Omit the pictures, please, and give each record below again exactly.

------ LISTED RECORDS ------

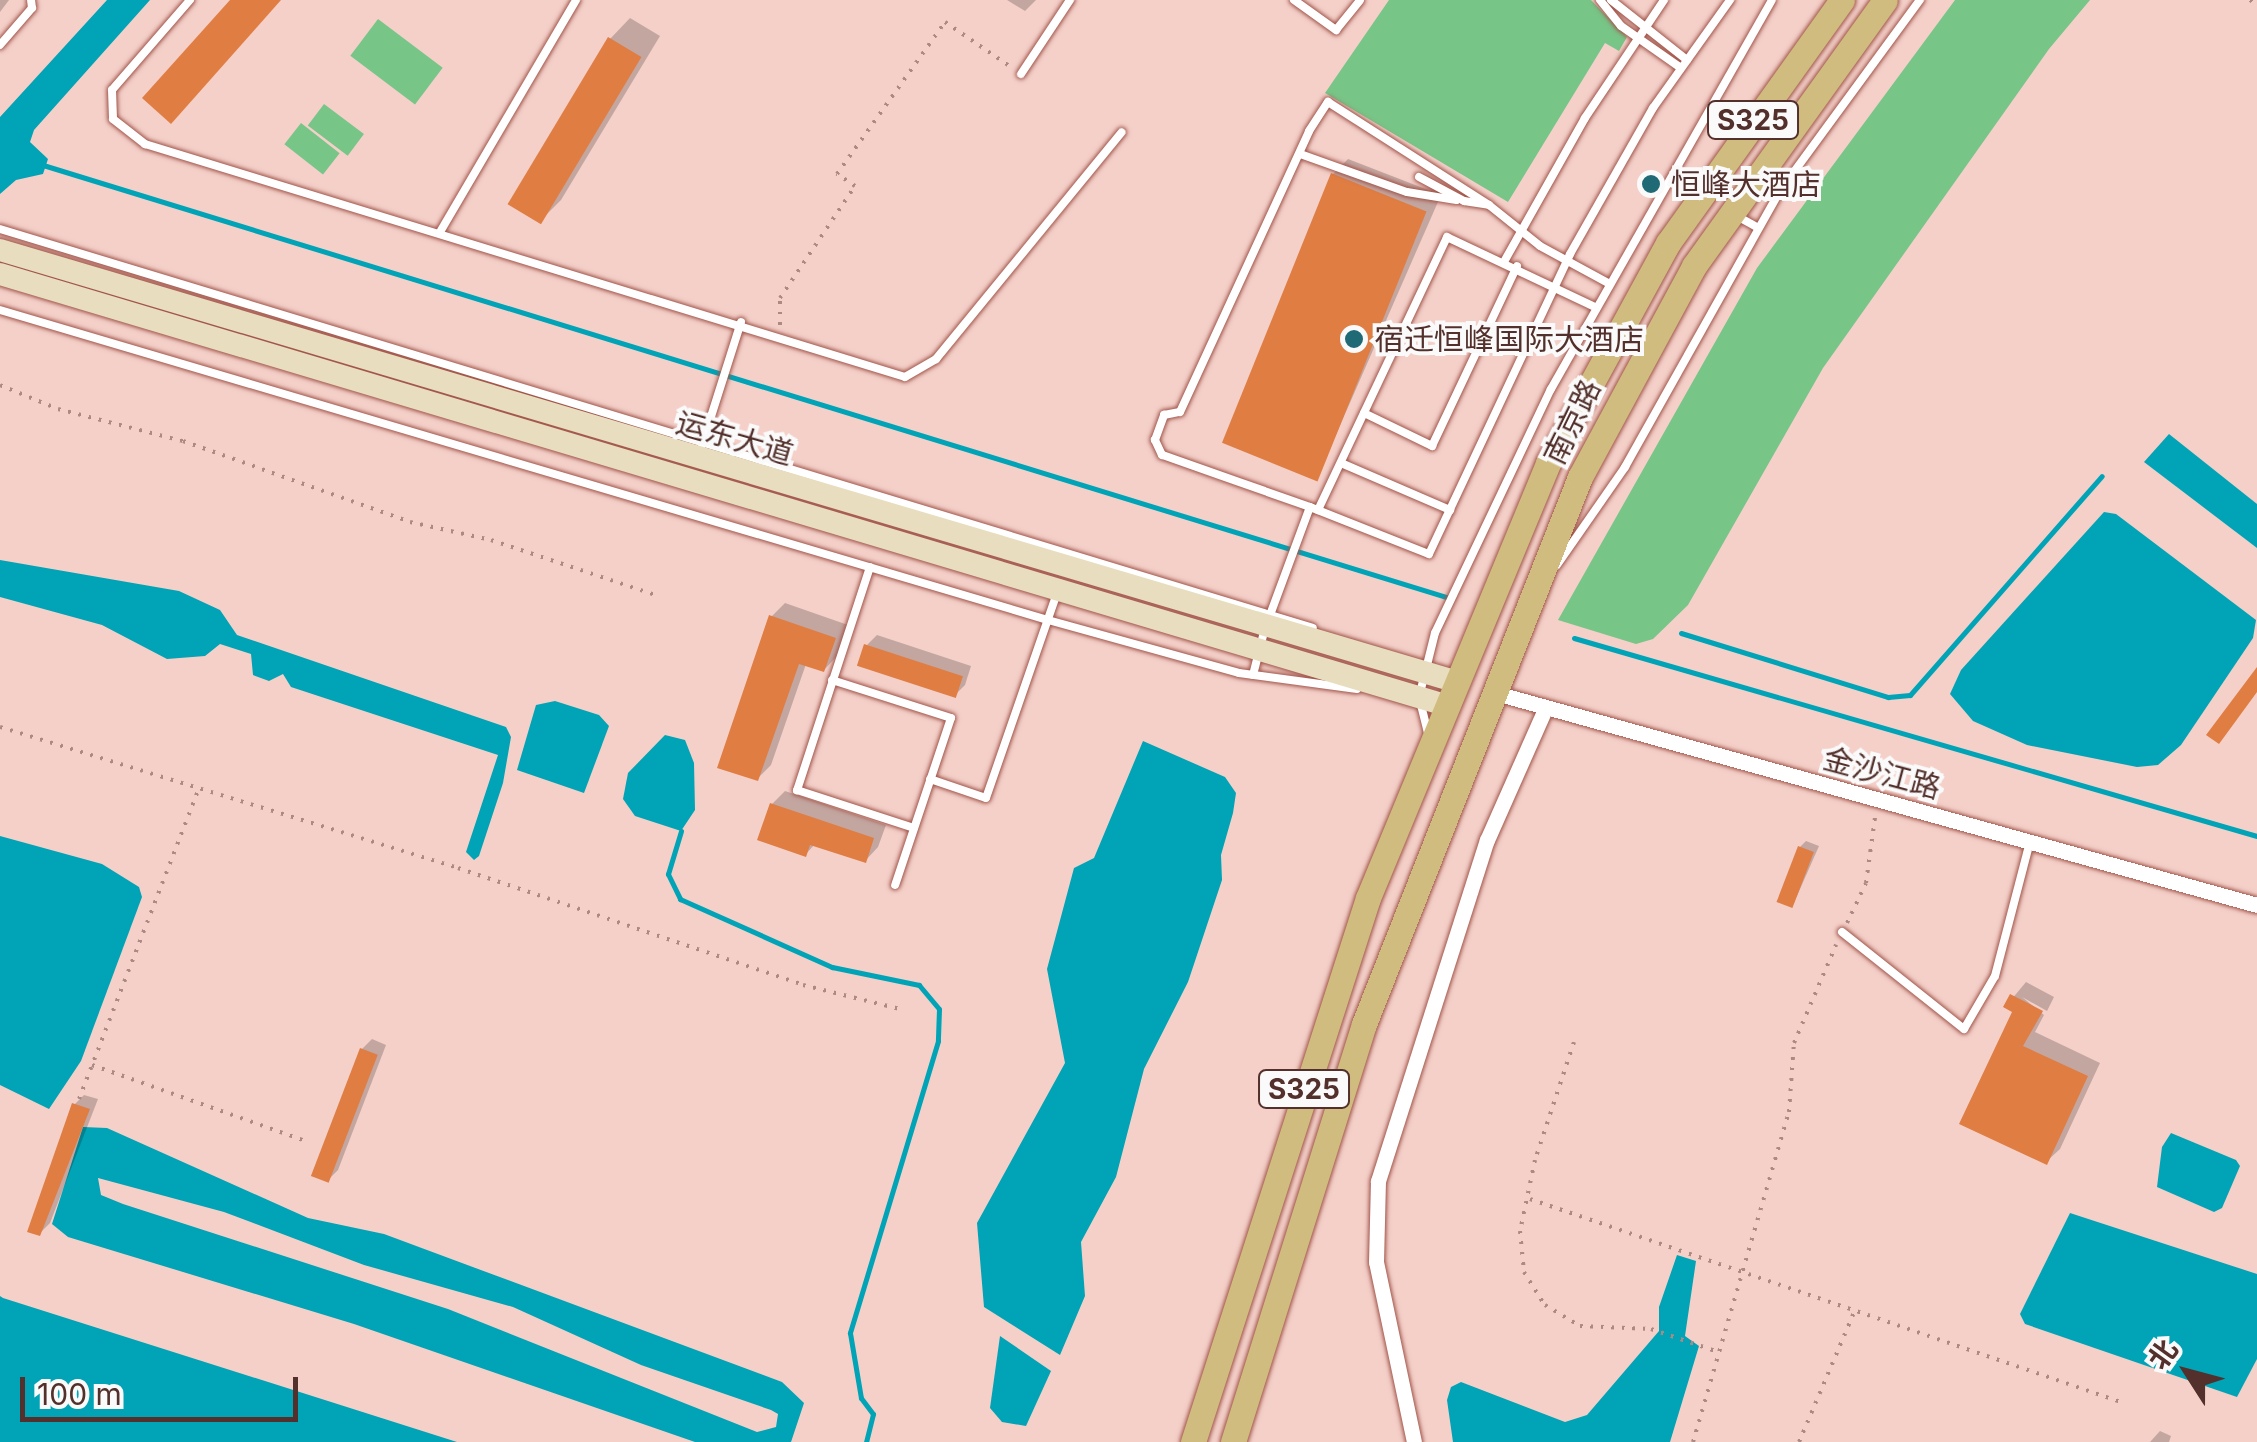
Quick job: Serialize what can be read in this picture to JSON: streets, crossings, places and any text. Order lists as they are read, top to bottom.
{
  "streets": {
    "main road": ["S325", "南京路", "运东大道"],
    "street": ["金沙江路"]
  },
  "crossings": [
    ["S325", "南京路"],
    ["南京路", "运东大道"],
    ["南京路", "金沙江路"]
  ],
  "places": ["恒峰大酒店", "宿迁恒峰国际大酒店"],
  "scale_bar": "100 m",
  "north": "top left"
}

------

**WRITTEN ANSWER**
Quick job: Serialize what can be read in this picture to JSON: streets, crossings, places and any text. Order lists as they are read, top to bottom.
{
  "streets": {
    "main road": ["S325", "南京路", "运东大道"],
    "street": ["金沙江路"]
  },
  "crossings": [
    ["S325", "南京路"],
    ["南京路", "运东大道"],
    ["南京路", "金沙江路"]
  ],
  "places": ["恒峰大酒店", "宿迁恒峰国际大酒店"],
  "scale_bar": "100 m",
  "north": "top left"
}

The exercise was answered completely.